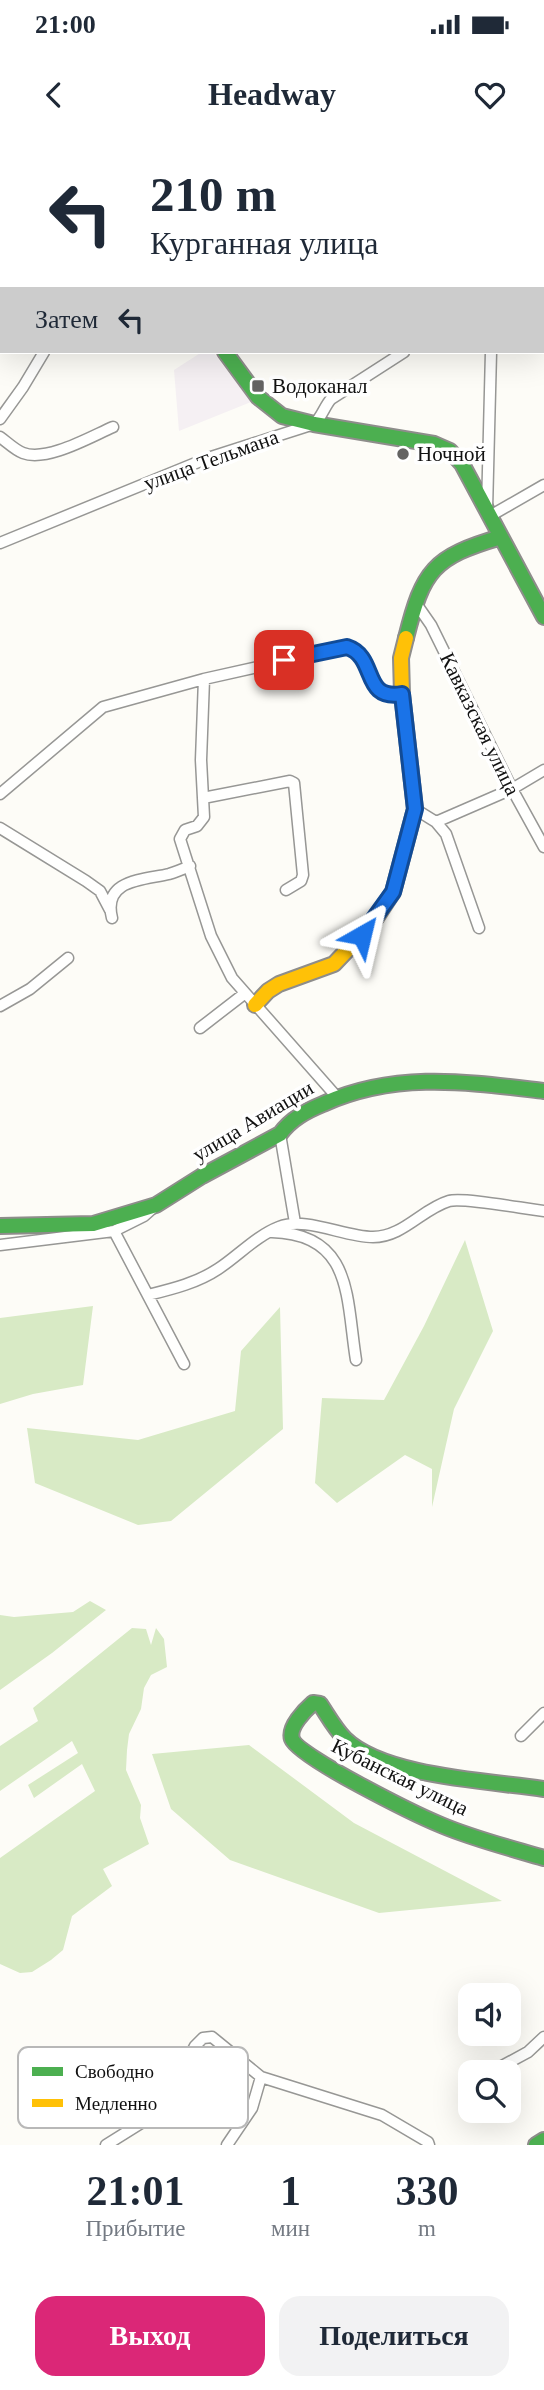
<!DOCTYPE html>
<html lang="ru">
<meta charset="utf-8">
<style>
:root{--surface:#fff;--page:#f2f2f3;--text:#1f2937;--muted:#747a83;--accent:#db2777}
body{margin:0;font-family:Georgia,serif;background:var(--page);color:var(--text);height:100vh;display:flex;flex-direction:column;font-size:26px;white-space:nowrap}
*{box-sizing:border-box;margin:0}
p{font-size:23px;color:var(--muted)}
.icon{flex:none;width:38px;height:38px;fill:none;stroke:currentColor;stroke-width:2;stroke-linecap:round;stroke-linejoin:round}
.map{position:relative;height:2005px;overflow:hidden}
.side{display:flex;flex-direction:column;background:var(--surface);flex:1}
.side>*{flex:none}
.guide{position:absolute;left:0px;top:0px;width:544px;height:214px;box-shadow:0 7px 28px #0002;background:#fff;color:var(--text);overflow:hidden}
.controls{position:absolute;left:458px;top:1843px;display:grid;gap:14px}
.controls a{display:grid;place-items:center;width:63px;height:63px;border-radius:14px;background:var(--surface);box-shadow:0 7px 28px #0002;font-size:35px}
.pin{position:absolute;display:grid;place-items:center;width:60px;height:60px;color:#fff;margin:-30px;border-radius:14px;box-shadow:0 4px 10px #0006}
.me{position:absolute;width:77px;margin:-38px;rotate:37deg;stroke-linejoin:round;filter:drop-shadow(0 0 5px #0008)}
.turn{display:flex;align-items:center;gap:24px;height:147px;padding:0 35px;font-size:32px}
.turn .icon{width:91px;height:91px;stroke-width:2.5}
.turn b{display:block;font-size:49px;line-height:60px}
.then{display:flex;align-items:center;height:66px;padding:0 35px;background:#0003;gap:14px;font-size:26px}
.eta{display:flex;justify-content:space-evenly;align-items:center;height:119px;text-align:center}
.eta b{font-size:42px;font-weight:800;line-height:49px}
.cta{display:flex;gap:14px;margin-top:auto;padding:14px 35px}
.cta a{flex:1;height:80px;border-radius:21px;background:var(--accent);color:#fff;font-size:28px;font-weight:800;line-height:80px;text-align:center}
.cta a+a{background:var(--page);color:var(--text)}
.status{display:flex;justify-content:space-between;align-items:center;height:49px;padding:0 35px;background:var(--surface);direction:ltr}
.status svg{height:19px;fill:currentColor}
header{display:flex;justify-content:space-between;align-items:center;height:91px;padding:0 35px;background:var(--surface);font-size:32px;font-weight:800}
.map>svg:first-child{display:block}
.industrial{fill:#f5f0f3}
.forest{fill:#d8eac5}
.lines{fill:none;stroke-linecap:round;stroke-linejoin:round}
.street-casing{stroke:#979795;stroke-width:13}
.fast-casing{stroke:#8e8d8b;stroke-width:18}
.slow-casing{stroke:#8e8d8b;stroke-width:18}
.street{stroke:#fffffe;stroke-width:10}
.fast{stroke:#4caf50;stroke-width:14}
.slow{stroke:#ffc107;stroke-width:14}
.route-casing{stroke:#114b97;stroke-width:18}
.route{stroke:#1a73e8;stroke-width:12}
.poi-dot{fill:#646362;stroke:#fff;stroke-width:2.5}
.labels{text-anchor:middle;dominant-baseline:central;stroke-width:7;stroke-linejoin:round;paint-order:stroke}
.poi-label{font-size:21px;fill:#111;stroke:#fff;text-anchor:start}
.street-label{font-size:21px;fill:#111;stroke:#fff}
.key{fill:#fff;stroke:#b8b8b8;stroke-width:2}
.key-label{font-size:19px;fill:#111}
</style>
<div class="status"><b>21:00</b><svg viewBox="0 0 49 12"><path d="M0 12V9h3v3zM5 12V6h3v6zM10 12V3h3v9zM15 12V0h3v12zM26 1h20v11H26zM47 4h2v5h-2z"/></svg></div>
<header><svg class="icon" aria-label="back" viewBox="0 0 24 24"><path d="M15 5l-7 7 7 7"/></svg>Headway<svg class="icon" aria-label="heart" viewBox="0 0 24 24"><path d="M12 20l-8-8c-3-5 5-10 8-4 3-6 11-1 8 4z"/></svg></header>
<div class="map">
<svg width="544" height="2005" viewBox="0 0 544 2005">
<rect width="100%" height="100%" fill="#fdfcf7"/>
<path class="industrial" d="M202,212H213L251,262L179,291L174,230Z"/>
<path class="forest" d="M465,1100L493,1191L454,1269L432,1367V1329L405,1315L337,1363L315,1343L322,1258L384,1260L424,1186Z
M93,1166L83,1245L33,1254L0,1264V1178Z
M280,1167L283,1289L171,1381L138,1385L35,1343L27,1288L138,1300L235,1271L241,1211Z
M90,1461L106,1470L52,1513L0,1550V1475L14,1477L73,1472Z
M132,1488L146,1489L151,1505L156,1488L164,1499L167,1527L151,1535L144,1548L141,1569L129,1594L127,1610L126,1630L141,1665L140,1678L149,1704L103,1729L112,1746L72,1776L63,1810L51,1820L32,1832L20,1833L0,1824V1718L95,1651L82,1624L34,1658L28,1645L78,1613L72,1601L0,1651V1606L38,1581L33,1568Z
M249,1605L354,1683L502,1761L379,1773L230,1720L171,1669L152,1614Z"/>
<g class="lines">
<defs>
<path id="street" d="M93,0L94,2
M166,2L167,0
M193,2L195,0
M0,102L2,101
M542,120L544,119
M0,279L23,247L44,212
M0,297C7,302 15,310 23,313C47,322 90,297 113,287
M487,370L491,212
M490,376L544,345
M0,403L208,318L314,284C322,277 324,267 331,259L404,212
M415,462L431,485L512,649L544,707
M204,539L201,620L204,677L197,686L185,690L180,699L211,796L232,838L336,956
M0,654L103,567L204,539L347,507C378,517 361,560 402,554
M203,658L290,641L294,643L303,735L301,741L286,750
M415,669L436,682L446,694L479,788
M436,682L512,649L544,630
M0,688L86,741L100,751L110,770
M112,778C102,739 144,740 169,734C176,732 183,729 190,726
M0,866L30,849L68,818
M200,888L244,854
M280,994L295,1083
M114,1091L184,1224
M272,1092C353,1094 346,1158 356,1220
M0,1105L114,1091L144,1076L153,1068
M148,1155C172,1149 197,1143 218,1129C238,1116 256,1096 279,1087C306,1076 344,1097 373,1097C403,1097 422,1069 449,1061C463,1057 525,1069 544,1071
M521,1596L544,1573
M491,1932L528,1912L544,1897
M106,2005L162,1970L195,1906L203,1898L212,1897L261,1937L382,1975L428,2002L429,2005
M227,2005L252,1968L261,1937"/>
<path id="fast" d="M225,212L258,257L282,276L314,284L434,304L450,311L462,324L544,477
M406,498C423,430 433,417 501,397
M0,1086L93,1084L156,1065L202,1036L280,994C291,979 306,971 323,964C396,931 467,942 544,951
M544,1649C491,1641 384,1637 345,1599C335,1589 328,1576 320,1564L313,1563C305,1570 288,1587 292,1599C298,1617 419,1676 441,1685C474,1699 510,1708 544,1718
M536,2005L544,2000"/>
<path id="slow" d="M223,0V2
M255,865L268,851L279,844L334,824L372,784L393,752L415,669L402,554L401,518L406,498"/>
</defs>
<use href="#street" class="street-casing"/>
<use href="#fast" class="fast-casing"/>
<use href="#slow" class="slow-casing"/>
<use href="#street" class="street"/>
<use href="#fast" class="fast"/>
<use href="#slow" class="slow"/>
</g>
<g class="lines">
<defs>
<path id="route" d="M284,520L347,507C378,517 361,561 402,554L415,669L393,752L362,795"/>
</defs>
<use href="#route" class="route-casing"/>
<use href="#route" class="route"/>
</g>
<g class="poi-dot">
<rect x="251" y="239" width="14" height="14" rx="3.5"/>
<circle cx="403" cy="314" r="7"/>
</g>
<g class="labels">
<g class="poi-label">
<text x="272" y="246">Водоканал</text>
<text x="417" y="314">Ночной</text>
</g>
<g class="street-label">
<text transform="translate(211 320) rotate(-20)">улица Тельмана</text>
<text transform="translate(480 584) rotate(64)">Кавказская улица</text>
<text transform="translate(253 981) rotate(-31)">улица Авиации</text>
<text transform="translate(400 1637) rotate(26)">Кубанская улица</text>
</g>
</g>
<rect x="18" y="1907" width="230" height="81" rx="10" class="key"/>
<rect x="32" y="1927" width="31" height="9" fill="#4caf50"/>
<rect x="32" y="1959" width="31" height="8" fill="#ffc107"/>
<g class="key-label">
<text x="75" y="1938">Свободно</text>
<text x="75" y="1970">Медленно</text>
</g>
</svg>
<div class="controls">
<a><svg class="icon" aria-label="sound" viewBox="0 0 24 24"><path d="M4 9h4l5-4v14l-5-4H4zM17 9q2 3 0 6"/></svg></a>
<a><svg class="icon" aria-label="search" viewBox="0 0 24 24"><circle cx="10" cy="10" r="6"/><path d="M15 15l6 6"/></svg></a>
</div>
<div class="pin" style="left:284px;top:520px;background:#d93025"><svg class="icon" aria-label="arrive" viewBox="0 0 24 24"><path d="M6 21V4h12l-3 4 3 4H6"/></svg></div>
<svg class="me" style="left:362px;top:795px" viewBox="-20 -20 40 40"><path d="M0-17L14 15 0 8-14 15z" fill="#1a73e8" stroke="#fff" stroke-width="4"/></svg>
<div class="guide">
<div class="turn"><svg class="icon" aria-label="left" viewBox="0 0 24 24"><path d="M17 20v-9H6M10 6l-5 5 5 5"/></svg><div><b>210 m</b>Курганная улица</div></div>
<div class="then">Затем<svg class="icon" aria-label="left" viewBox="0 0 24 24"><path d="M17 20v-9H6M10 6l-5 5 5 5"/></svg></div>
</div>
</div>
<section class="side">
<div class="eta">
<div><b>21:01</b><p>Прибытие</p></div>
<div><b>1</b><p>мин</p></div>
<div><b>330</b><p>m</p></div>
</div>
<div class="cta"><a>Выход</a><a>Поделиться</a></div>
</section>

• Task prompt
Isolate each line of the listing above that includes "column". Copy it.

• Expected output
body{margin:0;font-family:Georgia,serif;background:var(--page);color:var(--text);height:100vh;display:flex;flex-direction:column;font-size:26px;white-space:nowrap}
.side{display:flex;flex-direction:column;background:var(--surface);flex:1}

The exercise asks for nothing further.